• TASK DETAILS
Copy every line of the data in which the word "radius" occurs.

-- DATA TO USE follows --

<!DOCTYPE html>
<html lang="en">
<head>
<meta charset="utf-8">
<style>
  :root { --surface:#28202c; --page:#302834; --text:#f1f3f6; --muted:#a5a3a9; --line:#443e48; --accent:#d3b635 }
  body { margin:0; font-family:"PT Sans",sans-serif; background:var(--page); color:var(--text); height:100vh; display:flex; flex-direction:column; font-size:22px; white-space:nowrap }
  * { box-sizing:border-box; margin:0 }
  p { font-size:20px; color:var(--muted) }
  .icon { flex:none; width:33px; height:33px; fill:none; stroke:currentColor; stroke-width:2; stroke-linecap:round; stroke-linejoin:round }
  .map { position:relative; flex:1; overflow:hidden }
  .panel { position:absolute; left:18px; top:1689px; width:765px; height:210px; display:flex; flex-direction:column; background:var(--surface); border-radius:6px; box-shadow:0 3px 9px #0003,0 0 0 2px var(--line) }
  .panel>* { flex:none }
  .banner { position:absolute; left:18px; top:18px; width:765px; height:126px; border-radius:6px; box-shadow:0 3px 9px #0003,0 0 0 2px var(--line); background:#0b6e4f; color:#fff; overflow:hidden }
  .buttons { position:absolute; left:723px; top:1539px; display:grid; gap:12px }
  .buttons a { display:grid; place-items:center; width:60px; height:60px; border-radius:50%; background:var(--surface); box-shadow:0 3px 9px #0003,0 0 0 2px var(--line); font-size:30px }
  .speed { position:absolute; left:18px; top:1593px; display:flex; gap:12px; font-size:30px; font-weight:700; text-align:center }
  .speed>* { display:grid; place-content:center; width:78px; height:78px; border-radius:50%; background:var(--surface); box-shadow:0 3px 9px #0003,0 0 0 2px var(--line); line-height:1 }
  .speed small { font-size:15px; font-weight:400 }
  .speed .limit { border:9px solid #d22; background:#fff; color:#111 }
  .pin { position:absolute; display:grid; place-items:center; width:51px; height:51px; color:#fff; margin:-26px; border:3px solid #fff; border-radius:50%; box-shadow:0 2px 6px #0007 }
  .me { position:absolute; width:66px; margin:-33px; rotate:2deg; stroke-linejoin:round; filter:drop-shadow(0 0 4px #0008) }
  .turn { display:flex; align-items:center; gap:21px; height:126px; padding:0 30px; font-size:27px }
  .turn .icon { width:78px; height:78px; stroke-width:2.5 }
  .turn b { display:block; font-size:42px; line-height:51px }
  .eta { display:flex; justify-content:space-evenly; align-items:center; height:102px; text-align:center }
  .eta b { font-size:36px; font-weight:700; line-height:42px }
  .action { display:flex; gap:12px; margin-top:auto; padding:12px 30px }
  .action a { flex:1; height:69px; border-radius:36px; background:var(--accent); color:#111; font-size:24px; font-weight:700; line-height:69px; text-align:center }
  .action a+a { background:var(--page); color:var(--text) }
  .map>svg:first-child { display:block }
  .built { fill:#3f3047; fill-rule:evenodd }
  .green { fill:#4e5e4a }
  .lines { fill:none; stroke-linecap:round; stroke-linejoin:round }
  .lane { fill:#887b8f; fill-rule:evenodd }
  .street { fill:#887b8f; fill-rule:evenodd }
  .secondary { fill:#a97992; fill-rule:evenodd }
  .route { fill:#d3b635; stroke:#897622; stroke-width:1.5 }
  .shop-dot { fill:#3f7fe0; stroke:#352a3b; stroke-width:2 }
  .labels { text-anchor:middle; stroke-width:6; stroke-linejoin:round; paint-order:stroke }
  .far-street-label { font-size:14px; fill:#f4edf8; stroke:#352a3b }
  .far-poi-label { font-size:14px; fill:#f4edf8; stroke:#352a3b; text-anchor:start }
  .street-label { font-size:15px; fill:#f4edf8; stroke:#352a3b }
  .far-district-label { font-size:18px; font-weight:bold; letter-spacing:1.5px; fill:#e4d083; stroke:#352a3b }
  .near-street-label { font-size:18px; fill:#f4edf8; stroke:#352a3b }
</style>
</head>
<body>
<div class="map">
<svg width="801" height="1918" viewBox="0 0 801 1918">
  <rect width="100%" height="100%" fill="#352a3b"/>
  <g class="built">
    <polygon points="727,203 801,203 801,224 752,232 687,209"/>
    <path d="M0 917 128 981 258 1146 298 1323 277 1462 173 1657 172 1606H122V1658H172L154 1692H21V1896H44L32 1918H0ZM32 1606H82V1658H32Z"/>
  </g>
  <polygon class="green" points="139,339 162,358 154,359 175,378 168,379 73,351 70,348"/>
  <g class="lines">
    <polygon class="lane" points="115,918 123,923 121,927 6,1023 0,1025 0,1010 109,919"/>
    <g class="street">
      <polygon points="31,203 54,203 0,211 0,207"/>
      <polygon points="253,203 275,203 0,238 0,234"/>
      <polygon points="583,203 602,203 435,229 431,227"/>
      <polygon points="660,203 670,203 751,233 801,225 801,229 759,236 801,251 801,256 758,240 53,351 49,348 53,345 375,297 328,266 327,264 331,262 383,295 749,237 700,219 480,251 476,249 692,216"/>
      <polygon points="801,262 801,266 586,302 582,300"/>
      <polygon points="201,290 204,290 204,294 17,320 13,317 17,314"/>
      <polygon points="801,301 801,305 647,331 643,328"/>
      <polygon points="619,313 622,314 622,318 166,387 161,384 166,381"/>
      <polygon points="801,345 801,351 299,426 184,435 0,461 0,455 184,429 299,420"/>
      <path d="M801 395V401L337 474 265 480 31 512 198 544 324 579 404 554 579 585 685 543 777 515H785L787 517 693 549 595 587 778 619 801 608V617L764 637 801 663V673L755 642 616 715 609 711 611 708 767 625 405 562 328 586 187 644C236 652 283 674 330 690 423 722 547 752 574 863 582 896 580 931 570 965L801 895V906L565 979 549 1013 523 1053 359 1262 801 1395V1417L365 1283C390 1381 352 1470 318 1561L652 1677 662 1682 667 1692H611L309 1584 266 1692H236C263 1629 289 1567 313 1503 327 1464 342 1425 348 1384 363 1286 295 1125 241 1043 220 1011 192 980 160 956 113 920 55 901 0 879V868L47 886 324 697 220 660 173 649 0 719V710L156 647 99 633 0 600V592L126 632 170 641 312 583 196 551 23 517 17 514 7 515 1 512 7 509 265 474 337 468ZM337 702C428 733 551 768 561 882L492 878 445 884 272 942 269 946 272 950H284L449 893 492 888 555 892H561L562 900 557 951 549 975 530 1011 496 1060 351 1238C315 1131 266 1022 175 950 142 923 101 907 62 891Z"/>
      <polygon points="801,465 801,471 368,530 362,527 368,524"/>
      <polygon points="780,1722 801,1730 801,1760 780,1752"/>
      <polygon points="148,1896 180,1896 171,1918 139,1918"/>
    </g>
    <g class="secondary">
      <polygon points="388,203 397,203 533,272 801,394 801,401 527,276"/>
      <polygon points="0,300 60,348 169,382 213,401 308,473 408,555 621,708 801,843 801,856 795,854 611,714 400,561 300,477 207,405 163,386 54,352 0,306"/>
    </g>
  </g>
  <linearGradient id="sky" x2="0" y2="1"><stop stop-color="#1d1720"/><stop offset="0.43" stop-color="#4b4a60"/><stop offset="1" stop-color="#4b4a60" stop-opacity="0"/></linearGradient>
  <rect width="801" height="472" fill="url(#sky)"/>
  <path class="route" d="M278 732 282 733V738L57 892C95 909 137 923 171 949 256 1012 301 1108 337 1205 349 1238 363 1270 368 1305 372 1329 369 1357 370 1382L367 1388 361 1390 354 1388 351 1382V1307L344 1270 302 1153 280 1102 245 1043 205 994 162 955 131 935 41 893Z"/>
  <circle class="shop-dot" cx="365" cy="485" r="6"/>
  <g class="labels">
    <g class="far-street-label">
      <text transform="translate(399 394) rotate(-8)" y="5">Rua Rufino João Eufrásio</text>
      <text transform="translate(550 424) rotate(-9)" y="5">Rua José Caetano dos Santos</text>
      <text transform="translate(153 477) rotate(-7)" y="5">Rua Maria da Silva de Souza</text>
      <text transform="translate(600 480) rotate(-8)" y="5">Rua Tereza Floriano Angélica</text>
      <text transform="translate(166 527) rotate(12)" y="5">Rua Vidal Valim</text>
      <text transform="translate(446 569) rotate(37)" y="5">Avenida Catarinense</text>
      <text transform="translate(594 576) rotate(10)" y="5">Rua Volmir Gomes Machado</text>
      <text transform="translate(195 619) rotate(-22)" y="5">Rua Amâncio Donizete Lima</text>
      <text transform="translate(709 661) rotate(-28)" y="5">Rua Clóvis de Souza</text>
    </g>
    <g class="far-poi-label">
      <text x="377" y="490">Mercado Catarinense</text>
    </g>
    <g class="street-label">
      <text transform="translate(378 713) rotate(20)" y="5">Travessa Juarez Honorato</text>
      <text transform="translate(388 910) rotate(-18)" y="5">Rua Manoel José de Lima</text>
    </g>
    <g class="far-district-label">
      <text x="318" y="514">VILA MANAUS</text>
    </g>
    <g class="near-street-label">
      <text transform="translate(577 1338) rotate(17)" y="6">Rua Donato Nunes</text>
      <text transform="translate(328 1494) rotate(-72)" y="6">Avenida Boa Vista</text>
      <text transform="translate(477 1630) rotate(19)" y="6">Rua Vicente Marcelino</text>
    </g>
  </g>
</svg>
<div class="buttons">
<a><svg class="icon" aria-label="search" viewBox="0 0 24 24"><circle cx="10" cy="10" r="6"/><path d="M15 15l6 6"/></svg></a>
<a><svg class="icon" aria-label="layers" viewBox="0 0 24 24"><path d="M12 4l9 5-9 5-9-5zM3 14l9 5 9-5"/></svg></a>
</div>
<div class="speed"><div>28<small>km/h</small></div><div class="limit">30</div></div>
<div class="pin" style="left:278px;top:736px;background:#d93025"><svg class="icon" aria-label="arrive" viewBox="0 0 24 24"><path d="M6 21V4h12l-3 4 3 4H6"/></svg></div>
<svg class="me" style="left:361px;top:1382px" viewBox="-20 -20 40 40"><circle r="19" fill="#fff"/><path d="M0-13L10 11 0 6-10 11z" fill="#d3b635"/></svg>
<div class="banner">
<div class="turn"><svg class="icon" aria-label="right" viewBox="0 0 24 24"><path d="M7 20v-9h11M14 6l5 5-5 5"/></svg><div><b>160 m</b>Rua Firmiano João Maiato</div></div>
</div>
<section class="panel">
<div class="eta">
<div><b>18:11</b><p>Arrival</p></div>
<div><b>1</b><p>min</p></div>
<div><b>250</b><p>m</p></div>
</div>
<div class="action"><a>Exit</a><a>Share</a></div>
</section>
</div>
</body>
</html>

-- DATA TO USE concluded --

• TASK RESPONSE
  .panel { position:absolute; left:18px; top:1689px; width:765px; height:210px; display:flex; flex-direction:column; background:var(--surface); border-radius:6px; box-shadow:0 3px 9px #0003,0 0 0 2px var(--line) }
  .banner { position:absolute; left:18px; top:18px; width:765px; height:126px; border-radius:6px; box-shadow:0 3px 9px #0003,0 0 0 2px var(--line); background:#0b6e4f; color:#fff; overflow:hidden }
  .buttons a { display:grid; place-items:center; width:60px; height:60px; border-radius:50%; background:var(--surface); box-shadow:0 3px 9px #0003,0 0 0 2px var(--line); font-size:30px }
  .speed>* { display:grid; place-content:center; width:78px; height:78px; border-radius:50%; background:var(--surface); box-shadow:0 3px 9px #0003,0 0 0 2px var(--line); line-height:1 }
  .pin { position:absolute; display:grid; place-items:center; width:51px; height:51px; color:#fff; margin:-26px; border:3px solid #fff; border-radius:50%; box-shadow:0 2px 6px #0007 }
  .action a { flex:1; height:69px; border-radius:36px; background:var(--accent); color:#111; font-size:24px; font-weight:700; line-height:69px; text-align:center }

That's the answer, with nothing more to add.